Previously, a warning message was not displayed during cluster expansion flow. With this update, a warning message is displayed which will warn the users about the implications of cluster expansion. Users can expand cluster only if they check the "I understand the risk" checkbox.
DescriptionMartin Bukatovic
2016-09-14 11:38:46 UTC
Description of problem
======================
When a new storage machine is added to RHSCon 2.0 managed ceph cluster, the
console will automatically add OSDs (which are going to be created there) into
the cluster without any warning or direct admin intervention.
While the adding of a new storage node is a manual process (admin needs to tell
the console that a pacticular node should be added into the cluster), there is
no warning about the implications of the process.

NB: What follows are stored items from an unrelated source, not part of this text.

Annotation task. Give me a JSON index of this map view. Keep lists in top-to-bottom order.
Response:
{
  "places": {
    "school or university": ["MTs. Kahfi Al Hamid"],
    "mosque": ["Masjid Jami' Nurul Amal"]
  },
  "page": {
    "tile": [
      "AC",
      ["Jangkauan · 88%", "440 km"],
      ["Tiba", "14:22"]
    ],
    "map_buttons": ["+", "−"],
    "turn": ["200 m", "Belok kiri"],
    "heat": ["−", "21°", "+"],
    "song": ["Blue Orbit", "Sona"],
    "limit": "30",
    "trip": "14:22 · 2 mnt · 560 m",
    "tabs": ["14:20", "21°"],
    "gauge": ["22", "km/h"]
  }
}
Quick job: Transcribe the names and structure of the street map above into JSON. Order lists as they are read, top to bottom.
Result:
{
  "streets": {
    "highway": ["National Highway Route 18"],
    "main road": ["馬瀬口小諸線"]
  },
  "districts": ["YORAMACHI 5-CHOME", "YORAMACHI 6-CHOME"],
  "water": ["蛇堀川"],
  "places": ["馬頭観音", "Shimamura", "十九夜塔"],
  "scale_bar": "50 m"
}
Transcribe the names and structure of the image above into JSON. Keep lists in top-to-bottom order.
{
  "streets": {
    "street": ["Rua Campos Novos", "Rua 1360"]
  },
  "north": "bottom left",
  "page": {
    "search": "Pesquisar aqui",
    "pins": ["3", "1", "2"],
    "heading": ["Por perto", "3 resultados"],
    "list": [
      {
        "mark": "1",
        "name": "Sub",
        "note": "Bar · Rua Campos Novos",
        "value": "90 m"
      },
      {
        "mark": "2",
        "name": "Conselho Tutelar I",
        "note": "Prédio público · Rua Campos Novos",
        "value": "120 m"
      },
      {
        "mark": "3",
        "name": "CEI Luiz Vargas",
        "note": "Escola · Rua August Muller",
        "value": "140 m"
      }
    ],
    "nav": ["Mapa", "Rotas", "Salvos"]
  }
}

Adding new OSD triggers a reallocation process (data are moved across the
entire cluster) which has a significant performance impact.
Version-Release
===============
On RHSC 2.0 server machine:
rhscon-core-selinux-0.0.41-1.el7scon.noarch
rhscon-core-0.0.41-1.el7scon.x86_64
rhscon-ceph-0.0.40-1.el7scon.x86_64
rhscon-ui-0.0.53-1.el7scon.noarch
ceph-installer-1.0.15-1.el7scon.noarch
ceph-ansible-1.0.5-32.el7scon.noarch
On Ceph 2.0 storage machines:
rhscon-core-selinux-0.0.41-1.el7scon.noarch
rhscon-agent-0.0.18-1.el7scon.noarch
How reproducible
================
100 %
Steps to Reproduce
==================
1. Install RHSC 2.0 following the documentation.
2. Accept few nodes for the ceph cluster.
3. Create new ceph cluster named 'alpha',
while leaving few more accepted nodes unused.
4. Create object storage pool named 'alpha_pool' (standard type).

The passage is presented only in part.